## Work task
Restate word for word every line from the top of the data below down through the line that holds "--surface:#fff; --page:#f6f6f7; --text:#1f2937;".

## Supplied records

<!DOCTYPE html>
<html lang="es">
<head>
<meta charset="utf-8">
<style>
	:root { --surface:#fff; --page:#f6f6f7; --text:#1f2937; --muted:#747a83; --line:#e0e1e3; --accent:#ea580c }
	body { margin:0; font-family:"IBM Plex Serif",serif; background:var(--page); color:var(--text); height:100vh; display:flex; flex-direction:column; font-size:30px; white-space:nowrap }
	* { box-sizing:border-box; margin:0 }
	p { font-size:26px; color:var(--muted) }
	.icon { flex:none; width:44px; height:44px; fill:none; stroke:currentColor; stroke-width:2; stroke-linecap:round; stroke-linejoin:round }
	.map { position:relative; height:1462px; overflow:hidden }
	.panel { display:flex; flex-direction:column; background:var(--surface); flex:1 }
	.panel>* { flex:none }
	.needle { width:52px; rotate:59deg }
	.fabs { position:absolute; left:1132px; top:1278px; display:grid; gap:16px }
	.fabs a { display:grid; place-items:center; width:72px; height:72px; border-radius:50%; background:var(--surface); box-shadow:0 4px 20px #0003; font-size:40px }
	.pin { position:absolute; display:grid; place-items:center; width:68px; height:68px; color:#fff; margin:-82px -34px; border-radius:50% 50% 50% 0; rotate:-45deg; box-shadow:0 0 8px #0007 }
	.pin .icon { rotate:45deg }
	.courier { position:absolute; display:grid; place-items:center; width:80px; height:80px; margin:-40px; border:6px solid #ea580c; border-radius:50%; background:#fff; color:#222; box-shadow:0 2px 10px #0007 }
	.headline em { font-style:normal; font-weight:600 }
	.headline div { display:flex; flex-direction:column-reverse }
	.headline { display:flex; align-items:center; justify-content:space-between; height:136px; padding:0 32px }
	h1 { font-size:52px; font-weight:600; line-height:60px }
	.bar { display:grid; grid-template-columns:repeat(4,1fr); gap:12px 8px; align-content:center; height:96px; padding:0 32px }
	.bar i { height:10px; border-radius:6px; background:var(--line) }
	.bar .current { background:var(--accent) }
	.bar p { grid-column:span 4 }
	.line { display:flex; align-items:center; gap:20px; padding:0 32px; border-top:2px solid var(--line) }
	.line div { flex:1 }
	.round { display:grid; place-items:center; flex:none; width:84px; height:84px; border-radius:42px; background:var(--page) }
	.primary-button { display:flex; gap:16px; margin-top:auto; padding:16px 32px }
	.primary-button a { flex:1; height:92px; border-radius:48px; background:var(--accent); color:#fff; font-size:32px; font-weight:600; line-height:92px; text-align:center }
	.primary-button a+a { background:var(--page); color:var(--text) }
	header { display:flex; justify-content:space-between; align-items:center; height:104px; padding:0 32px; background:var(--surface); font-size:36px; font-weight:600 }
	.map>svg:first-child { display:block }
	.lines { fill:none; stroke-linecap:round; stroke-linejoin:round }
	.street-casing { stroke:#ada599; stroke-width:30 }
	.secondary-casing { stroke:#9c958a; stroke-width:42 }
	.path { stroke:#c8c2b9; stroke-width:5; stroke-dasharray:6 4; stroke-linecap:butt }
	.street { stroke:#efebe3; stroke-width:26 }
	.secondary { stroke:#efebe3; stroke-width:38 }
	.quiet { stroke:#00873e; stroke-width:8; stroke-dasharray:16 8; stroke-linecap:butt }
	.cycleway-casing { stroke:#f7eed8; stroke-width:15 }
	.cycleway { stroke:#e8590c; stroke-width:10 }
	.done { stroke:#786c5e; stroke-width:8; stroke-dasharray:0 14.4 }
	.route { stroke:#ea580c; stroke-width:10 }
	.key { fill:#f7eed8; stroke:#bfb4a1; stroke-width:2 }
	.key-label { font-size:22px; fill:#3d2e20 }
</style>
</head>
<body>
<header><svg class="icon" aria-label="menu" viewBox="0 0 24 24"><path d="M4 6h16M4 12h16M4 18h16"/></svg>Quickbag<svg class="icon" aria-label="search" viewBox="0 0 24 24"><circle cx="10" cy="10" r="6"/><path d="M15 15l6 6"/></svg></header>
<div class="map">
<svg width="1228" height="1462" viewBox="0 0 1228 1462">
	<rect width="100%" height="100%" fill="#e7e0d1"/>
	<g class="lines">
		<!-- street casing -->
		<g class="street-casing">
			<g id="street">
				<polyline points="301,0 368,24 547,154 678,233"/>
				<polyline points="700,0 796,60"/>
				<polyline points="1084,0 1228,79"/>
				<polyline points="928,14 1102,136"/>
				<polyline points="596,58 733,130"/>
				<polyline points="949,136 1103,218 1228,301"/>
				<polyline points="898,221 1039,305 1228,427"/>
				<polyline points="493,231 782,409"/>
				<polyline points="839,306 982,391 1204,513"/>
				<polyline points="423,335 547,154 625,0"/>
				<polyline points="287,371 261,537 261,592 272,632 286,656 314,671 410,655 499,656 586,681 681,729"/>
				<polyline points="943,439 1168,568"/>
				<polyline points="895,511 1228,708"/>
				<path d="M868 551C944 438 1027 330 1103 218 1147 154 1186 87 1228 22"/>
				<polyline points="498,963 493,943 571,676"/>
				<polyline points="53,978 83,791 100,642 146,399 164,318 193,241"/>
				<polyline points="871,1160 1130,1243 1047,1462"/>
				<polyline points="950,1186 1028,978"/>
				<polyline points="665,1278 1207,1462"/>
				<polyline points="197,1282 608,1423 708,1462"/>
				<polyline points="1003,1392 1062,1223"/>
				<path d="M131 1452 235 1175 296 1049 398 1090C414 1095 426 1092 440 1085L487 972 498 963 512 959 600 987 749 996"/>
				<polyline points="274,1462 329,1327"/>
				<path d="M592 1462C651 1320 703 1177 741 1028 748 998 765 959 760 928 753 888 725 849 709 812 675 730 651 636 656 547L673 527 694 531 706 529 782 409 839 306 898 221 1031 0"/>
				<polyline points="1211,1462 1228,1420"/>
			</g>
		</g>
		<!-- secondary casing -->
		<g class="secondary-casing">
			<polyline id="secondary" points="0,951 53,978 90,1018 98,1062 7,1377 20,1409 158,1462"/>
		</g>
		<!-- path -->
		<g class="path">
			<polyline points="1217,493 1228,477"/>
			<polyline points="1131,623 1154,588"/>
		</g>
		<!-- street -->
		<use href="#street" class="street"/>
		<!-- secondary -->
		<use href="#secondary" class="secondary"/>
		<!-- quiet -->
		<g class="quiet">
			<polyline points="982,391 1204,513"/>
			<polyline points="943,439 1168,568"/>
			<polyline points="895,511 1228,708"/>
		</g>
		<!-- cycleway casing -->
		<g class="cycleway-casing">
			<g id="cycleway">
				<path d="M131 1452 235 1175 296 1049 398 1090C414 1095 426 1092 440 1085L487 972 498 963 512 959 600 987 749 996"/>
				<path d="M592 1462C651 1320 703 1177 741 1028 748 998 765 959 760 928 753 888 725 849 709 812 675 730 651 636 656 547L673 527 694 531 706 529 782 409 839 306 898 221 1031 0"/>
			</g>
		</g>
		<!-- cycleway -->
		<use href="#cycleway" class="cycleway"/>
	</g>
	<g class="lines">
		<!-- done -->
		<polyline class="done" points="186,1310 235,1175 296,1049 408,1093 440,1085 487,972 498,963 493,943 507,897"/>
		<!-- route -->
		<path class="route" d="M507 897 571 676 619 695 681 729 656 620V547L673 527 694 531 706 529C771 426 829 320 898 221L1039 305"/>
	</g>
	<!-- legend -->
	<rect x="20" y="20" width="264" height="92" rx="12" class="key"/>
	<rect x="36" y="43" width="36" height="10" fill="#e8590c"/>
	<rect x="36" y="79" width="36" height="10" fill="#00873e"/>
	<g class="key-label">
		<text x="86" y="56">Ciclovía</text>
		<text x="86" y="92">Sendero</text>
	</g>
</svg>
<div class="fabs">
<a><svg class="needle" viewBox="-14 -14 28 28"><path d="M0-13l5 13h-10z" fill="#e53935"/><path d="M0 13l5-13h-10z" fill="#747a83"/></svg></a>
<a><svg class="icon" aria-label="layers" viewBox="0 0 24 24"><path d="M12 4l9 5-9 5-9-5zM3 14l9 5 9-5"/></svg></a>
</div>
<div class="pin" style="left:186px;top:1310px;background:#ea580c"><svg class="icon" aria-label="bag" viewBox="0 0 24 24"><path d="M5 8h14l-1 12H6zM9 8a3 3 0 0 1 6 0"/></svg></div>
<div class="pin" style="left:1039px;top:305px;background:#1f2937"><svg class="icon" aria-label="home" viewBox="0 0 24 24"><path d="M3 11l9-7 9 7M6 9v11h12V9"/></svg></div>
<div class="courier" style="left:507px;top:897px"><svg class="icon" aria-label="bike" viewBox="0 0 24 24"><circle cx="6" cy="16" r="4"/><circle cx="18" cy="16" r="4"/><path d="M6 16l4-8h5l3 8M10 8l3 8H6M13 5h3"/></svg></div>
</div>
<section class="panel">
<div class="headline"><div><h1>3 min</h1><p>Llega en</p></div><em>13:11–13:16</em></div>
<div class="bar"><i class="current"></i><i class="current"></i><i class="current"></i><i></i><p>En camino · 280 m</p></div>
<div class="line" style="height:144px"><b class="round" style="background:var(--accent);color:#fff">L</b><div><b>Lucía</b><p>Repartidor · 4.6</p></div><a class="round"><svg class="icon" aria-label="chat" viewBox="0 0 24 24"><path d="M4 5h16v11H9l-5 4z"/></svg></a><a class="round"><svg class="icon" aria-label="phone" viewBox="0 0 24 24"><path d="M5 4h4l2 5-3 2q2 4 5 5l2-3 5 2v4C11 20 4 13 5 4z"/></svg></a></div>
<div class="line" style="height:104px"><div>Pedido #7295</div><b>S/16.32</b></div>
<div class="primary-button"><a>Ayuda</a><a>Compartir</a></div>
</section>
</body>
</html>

## Written response
<!DOCTYPE html>
<html lang="es">
<head>
<meta charset="utf-8">
<style>
	:root { --surface:#fff; --page:#f6f6f7; --text:#1f2937; --muted:#747a83; --line:#e0e1e3; --accent:#ea580c }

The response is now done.